I vividly remember the first time I encountered a tarantula hawk wasp (genus: Pepsis). I  was tromping around Saguaro National Park searching for Gila monsters, showing my friend my undergraduate research field site, when we came across a large, black flying insect perched on a rock. A burgeoning entomologist, my friend told me that these wasps had “one of the worst stings in the world”. I’m not one to be afraid of most insects – though I do prefer them not to land on me – but I noted that this two-inch long black wasp with red wings looked particularly menacing. Little did I know just what a menace tarantula hawks can be, to humans and fellow invertebrates alike.

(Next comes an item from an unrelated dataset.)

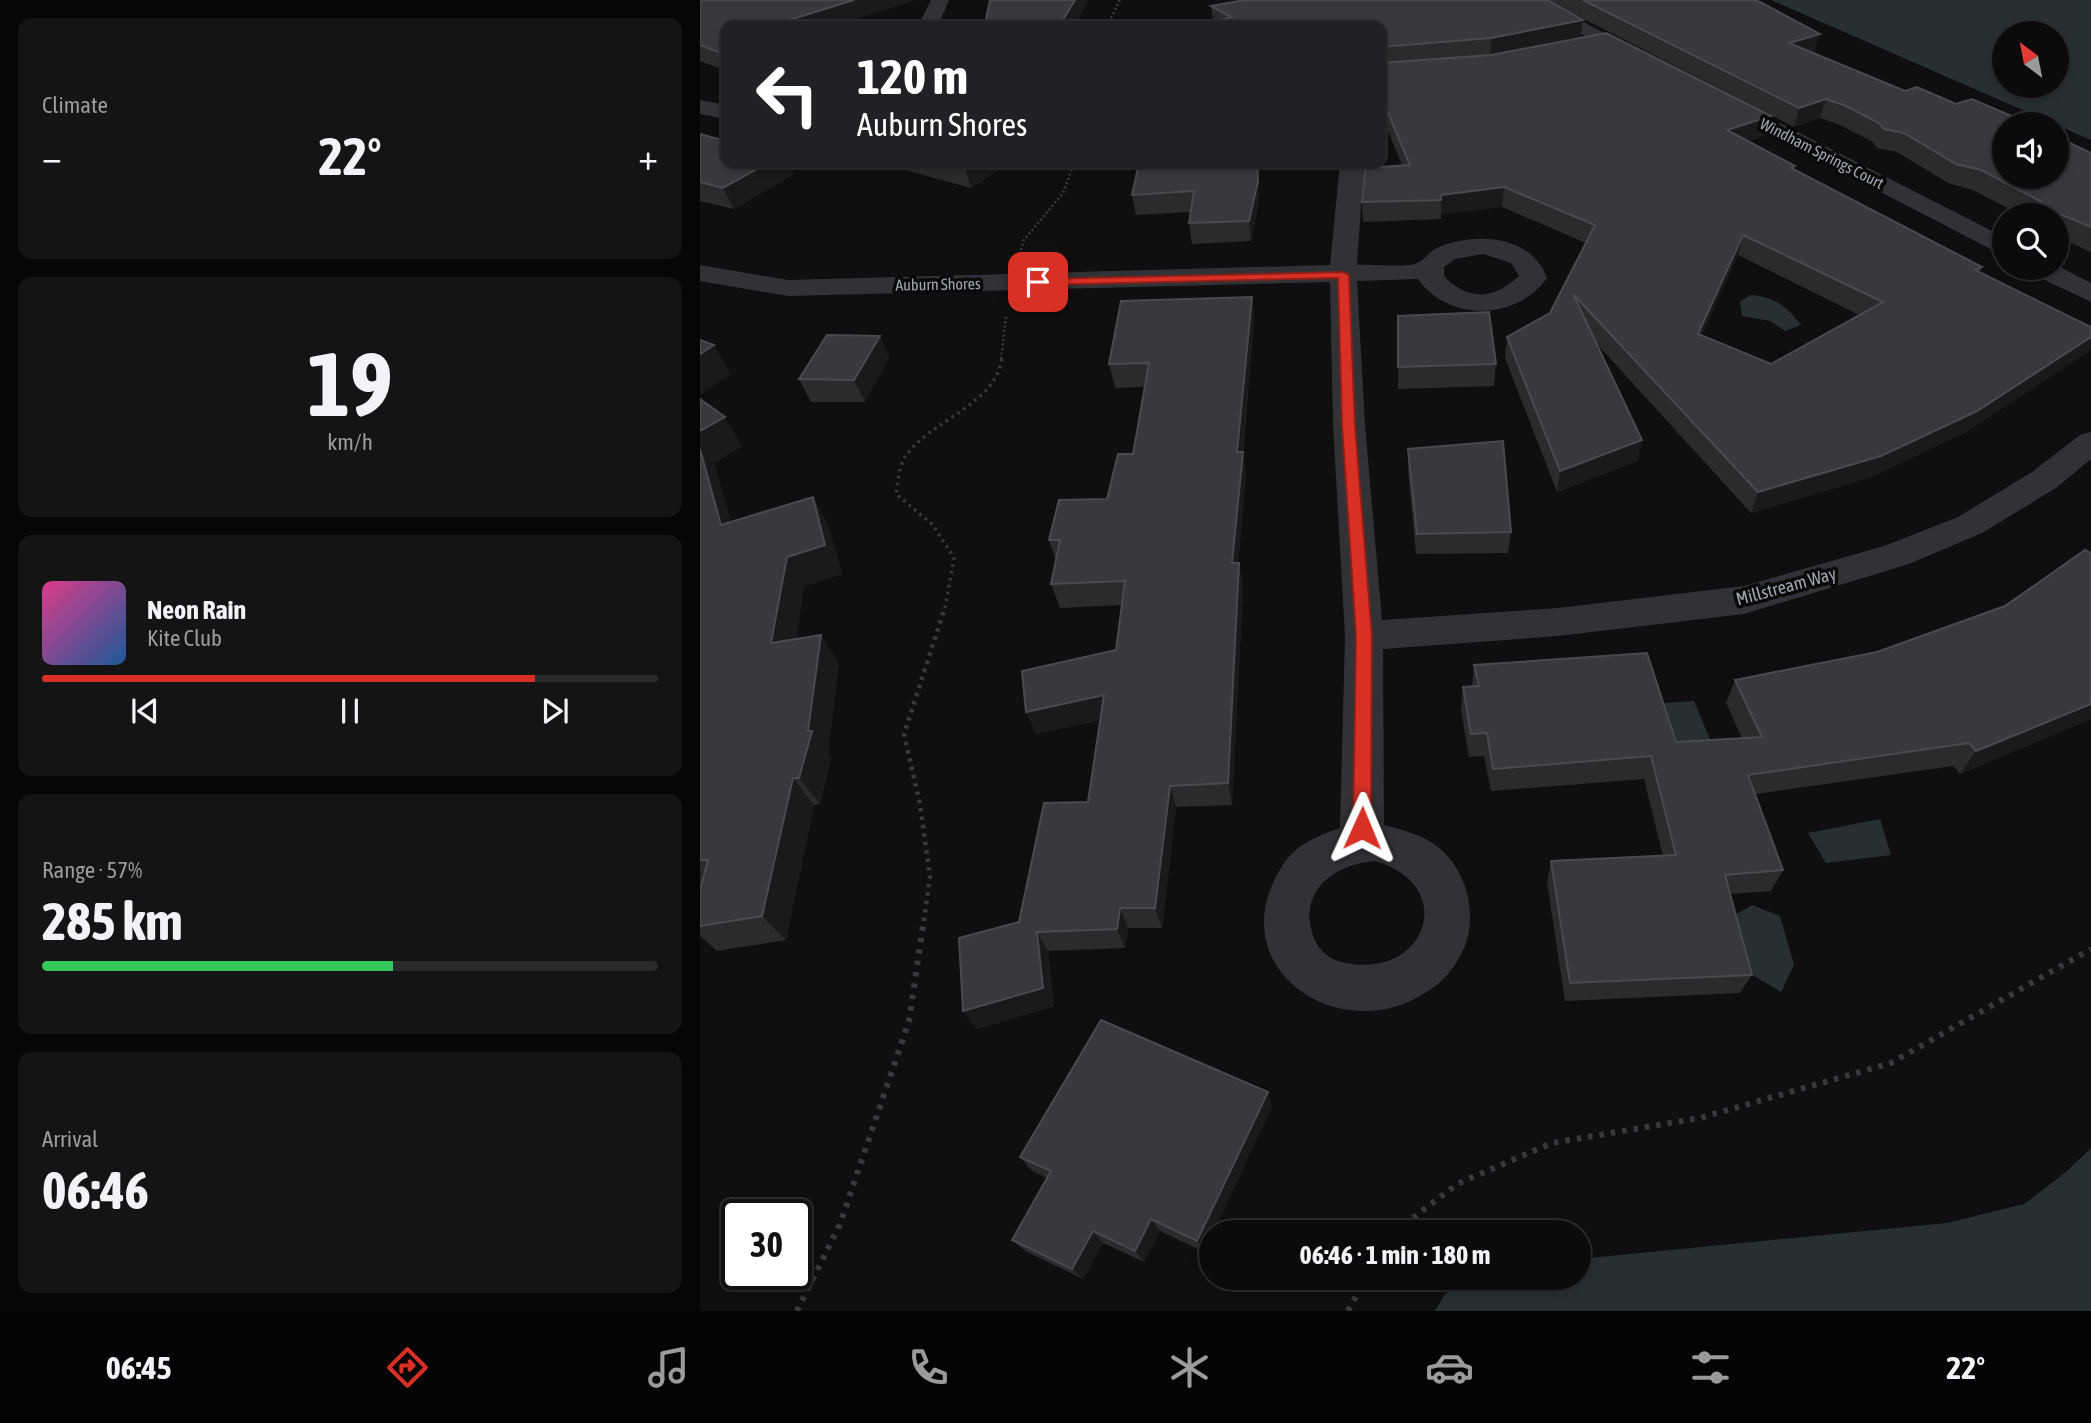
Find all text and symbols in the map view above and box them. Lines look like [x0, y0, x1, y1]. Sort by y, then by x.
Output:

When stung by a tarantula wasp, “screaming is satisfying and helps reduce attention to the pain of the sting” which is described as “instantaneous, electrifying, excruciating, and totally debilitating”. These colorful descriptions come from Dr. Justin O. Schmidt, an entomologist from the University of Arizona (my alma mater). Besides being a researcher at the Carl Hayden Bee Research Center there, Schmidt is the man behind the Schmidt pain index, a scale of painfulness for insect stings.  The scale, first introduced in a paper in 1986, ranges from 0 (practically imperceptible, like a mosquito) to 4 (tarantula hawk) [1].  Before long, Schmidt was getting stung by many insects in his entomological career, and qualitatively logging their stings on his scale.  As he describes it, “all stings experienced occurred during a collector’s enthusiasm in obtaining specimens” (Schmidt).  Schmidt, an Arizona native just like the tarantula hawk wasp, has been stung by them more than 8 times.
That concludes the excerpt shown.